**TASK DIRECTIONS:**
Please copy the lines below exactly, from the first one through the line showing "Input: one rendered map. Build".

Collected data entries

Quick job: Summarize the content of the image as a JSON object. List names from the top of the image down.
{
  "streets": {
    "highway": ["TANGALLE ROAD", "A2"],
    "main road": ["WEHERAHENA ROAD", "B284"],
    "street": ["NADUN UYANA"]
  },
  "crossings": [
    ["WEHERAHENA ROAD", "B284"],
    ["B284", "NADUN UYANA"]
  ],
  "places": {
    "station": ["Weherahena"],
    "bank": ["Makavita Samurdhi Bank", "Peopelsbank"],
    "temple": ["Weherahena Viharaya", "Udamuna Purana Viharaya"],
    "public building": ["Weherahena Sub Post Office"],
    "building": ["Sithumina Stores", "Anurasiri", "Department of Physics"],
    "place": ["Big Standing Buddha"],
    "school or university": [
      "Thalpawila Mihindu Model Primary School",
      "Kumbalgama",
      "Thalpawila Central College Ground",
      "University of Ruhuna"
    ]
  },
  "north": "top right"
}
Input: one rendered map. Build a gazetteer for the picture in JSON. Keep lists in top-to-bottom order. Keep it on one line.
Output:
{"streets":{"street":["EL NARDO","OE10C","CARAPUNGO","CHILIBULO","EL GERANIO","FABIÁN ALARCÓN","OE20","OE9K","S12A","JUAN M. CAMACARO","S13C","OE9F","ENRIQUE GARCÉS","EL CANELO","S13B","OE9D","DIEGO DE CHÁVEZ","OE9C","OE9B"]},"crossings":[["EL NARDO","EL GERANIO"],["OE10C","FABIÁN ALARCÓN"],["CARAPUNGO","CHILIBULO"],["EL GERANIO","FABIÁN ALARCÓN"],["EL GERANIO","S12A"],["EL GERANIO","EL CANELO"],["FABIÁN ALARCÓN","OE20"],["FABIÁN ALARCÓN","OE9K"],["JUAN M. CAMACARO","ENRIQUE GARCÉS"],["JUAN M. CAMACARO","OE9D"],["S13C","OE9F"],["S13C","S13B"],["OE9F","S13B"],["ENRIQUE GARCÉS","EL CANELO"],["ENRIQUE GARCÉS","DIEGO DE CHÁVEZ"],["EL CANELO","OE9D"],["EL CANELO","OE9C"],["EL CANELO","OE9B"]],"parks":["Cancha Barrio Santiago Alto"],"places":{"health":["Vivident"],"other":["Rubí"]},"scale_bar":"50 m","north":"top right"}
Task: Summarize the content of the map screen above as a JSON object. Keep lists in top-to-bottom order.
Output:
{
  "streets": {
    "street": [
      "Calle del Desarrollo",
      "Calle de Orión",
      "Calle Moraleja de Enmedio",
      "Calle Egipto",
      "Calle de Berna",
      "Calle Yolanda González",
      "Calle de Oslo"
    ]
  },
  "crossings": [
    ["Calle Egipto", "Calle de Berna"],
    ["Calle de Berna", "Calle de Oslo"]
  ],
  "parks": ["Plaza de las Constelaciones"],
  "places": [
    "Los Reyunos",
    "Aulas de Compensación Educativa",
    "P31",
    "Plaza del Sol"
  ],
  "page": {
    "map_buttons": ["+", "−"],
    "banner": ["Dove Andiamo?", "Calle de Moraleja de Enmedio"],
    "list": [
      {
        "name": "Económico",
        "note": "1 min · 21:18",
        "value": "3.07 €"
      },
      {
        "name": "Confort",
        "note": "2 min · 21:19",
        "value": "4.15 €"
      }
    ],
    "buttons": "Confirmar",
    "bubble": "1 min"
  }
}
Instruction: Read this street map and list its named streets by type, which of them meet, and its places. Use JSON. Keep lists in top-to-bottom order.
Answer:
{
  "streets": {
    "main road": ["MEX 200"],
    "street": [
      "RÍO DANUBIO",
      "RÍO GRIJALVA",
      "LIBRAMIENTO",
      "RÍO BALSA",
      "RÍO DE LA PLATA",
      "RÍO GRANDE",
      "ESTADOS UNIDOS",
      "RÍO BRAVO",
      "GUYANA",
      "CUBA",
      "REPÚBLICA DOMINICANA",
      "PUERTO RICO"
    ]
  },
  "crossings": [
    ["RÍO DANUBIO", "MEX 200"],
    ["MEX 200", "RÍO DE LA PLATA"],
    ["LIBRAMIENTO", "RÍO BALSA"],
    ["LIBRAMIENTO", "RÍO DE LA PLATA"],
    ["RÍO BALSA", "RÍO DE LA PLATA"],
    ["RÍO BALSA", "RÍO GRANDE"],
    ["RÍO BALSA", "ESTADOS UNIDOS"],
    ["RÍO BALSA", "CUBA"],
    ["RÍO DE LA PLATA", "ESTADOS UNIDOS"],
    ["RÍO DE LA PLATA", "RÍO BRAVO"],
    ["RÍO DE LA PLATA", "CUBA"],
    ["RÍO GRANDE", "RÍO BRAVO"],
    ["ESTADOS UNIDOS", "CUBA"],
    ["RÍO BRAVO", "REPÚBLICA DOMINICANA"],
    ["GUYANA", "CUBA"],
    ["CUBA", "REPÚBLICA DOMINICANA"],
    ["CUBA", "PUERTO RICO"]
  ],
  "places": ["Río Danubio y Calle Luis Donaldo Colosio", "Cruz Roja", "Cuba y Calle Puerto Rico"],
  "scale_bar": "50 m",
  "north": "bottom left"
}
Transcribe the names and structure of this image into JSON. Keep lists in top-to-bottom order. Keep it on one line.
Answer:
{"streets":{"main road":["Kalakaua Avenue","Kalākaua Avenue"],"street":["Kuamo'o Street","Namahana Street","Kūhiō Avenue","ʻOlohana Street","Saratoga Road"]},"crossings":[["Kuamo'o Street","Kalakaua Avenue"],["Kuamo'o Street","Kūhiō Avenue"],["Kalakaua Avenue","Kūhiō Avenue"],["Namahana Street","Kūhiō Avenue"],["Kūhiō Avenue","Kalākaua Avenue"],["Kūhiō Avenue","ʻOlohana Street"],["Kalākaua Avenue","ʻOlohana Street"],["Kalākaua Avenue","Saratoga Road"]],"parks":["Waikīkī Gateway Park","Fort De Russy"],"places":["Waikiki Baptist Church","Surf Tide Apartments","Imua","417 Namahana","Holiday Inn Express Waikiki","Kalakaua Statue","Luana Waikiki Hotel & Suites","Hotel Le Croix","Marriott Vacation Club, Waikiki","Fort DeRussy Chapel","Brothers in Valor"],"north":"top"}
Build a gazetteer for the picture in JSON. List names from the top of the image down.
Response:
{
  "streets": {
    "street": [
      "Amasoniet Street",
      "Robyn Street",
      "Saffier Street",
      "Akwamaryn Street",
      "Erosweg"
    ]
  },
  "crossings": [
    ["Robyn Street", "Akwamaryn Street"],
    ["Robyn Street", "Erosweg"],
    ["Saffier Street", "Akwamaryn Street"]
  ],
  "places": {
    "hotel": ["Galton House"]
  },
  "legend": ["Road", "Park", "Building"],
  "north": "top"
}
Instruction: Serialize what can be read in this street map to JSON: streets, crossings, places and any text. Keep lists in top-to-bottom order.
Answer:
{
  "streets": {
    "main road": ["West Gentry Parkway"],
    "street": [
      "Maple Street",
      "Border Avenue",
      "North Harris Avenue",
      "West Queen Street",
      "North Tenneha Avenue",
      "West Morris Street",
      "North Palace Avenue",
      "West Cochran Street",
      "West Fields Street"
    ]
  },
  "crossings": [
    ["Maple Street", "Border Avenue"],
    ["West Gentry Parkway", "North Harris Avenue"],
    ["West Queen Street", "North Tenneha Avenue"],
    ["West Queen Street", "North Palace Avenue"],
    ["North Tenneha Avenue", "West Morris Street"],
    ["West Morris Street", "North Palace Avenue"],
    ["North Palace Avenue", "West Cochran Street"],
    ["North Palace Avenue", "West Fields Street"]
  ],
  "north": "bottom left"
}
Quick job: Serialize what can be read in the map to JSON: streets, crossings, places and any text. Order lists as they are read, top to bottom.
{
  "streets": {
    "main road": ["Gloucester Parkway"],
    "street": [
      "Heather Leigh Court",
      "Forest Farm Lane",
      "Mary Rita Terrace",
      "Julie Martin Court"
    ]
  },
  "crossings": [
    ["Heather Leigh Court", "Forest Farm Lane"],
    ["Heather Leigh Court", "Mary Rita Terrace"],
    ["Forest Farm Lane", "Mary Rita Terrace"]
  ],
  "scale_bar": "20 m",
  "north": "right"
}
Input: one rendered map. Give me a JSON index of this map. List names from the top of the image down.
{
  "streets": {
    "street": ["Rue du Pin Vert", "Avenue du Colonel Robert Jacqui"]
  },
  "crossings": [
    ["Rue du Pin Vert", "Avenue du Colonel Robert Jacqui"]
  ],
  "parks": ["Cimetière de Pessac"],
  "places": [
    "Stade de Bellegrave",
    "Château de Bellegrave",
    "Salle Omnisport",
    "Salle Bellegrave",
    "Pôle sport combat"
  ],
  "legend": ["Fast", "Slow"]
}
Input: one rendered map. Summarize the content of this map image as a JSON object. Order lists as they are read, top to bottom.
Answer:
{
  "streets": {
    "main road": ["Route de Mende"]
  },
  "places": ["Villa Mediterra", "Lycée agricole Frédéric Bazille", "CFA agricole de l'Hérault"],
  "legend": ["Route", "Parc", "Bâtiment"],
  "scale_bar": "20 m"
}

**TASK SOLUTION:**
Quick job: Summarize the content of the image as a JSON object. List names from the top of the image down.
{
  "streets": {
    "highway": ["TANGALLE ROAD", "A2"],
    "main road": ["WEHERAHENA ROAD", "B284"],
    "street": ["NADUN UYANA"]
  },
  "crossings": [
    ["WEHERAHENA ROAD", "B284"],
    ["B284", "NADUN UYANA"]
  ],
  "places": {
    "station": ["Weherahena"],
    "bank": ["Makavita Samurdhi Bank", "Peopelsbank"],
    "temple": ["Weherahena Viharaya", "Udamuna Purana Viharaya"],
    "public building": ["Weherahena Sub Post Office"],
    "building": ["Sithumina Stores", "Anurasiri", "Department of Physics"],
    "place": ["Big Standing Buddha"],
    "school or university": [
      "Thalpawila Mihindu Model Primary School",
      "Kumbalgama",
      "Thalpawila Central College Ground",
      "University of Ruhuna"
    ]
  },
  "north": "top right"
}
Input: one rendered map. Build a gazetteer for the picture in JSON. Keep lists in top-to-bottom order. Keep it on one line.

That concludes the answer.